__Material provided__
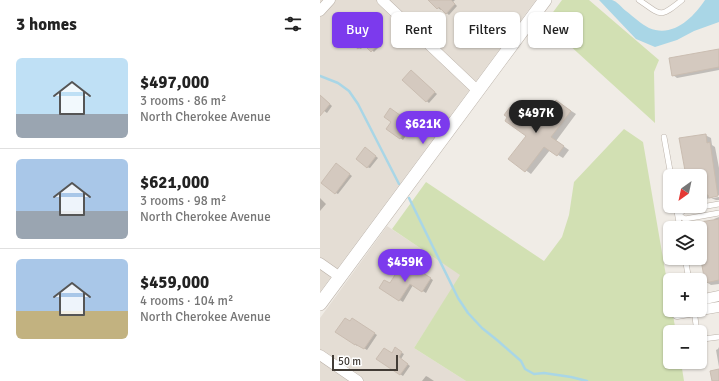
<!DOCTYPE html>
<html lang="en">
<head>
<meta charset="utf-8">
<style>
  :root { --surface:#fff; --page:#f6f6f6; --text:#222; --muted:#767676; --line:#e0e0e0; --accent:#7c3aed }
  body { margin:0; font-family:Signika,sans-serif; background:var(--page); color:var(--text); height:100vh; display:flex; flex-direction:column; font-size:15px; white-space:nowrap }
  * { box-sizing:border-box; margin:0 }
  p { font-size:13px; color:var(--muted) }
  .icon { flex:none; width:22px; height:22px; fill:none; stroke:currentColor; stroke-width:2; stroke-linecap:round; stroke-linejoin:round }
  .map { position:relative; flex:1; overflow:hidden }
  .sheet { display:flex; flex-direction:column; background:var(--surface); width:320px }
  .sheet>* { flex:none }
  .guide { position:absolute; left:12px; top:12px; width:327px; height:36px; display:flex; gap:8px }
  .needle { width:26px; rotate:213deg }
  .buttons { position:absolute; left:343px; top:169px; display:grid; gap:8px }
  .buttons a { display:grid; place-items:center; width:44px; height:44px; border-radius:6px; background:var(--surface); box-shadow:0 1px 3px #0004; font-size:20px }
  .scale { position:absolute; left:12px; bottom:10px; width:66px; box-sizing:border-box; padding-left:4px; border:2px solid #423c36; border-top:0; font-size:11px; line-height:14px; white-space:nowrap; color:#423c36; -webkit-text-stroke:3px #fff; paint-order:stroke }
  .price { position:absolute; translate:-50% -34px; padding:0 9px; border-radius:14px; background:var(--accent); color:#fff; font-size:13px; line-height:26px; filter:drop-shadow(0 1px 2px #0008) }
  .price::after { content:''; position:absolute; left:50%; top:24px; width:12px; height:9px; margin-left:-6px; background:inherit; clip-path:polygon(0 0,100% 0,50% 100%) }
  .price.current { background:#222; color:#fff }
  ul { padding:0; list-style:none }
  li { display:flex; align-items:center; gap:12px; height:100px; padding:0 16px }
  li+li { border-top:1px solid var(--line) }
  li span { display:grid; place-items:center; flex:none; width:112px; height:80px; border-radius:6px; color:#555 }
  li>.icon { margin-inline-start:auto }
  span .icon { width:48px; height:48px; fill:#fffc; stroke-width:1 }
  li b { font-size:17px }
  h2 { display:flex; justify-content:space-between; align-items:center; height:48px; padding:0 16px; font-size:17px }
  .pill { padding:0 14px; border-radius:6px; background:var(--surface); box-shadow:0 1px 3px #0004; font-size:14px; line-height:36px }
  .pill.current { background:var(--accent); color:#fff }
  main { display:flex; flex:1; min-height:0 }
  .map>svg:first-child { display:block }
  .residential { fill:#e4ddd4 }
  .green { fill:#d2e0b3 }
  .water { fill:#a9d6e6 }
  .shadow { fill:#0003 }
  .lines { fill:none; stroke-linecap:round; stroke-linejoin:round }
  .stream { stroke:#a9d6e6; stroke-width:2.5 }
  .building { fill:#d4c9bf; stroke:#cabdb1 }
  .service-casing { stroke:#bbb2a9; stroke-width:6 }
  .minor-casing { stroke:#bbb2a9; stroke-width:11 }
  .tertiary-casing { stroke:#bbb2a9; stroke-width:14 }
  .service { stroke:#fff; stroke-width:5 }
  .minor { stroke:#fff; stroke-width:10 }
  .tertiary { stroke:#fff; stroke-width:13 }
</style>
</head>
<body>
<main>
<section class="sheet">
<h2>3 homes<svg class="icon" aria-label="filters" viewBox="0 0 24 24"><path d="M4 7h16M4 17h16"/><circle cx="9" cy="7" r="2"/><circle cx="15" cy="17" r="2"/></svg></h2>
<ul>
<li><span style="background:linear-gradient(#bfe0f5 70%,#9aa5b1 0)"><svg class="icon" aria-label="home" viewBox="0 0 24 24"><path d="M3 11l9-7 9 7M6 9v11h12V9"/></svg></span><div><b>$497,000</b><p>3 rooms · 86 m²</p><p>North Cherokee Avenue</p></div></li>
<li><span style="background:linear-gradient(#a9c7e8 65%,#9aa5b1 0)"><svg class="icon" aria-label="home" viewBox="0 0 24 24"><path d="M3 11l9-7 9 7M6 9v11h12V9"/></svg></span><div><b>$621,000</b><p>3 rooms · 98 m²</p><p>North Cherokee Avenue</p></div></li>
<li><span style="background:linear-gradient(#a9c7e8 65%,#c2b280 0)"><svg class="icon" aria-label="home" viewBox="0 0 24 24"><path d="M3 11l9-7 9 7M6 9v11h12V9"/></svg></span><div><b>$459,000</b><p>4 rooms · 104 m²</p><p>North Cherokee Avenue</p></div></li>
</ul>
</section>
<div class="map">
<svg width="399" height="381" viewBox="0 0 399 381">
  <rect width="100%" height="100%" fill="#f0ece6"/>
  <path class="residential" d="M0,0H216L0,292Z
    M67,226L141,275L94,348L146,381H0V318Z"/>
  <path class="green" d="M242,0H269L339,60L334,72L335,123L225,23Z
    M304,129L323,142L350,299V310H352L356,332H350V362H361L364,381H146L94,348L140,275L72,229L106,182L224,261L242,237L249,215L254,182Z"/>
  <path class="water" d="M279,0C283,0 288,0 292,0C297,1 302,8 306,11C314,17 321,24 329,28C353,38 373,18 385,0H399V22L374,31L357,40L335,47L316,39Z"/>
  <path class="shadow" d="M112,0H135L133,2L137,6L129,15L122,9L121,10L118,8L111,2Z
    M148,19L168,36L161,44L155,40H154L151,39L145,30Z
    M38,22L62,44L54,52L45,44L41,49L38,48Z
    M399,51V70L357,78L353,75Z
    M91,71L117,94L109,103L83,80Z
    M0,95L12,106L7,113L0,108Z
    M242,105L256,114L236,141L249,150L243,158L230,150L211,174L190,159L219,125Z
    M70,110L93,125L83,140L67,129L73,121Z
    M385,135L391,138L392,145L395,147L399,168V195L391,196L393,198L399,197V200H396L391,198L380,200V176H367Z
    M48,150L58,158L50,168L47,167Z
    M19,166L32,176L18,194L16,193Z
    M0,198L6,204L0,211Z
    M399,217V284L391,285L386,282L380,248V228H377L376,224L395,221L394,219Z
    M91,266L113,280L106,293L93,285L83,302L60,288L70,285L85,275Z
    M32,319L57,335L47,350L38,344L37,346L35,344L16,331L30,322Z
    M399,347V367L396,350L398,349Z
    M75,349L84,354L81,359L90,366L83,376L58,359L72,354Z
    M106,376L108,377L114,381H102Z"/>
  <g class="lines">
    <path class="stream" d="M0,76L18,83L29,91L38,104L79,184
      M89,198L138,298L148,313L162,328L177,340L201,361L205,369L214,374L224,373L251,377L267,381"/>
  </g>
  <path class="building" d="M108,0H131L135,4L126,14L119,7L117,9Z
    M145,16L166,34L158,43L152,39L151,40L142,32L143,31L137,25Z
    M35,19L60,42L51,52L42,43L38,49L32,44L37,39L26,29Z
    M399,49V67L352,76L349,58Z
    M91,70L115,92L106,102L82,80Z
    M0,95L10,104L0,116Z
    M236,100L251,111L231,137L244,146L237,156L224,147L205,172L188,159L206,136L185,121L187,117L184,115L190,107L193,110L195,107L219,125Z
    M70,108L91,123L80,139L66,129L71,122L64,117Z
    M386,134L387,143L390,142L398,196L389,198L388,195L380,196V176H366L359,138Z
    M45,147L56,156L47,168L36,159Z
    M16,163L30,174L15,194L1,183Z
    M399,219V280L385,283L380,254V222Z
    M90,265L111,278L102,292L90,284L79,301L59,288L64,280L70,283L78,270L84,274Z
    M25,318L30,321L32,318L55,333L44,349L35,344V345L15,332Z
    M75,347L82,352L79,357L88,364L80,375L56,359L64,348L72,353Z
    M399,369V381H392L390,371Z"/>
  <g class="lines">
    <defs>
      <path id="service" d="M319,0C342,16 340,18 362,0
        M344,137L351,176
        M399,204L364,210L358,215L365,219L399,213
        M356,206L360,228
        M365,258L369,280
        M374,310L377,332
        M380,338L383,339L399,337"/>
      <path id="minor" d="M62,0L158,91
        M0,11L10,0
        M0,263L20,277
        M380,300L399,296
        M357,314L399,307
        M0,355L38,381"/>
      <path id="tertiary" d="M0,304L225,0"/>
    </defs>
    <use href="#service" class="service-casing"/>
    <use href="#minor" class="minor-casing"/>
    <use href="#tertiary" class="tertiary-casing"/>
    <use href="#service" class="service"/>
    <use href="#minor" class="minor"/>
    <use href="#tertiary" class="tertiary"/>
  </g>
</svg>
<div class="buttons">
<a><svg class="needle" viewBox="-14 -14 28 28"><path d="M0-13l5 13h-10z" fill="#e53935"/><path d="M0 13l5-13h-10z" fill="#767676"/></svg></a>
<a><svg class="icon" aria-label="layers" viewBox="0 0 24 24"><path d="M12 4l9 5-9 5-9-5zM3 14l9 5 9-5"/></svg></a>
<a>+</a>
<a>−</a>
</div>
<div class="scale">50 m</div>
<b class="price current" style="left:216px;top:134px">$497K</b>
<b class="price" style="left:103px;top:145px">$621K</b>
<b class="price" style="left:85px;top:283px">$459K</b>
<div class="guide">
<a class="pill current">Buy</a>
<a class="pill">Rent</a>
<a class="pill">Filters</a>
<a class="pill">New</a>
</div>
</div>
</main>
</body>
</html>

__The problem__
Take the lines from the start of the entries through the line containing "position:absolute; left:343px; top:169px;" and set them down exactly, leaving out every picture.

__Answer section__
<!DOCTYPE html>
<html lang="en">
<head>
<meta charset="utf-8">
<style>
  :root { --surface:#fff; --page:#f6f6f6; --text:#222; --muted:#767676; --line:#e0e0e0; --accent:#7c3aed }
  body { margin:0; font-family:Signika,sans-serif; background:var(--page); color:var(--text); height:100vh; display:flex; flex-direction:column; font-size:15px; white-space:nowrap }
  * { box-sizing:border-box; margin:0 }
  p { font-size:13px; color:var(--muted) }
  .icon { flex:none; width:22px; height:22px; fill:none; stroke:currentColor; stroke-width:2; stroke-linecap:round; stroke-linejoin:round }
  .map { position:relative; flex:1; overflow:hidden }
  .sheet { display:flex; flex-direction:column; background:var(--surface); width:320px }
  .sheet>* { flex:none }
  .guide { position:absolute; left:12px; top:12px; width:327px; height:36px; display:flex; gap:8px }
  .needle { width:26px; rotate:213deg }
  .buttons { position:absolute; left:343px; top:169px; display:grid; gap:8px }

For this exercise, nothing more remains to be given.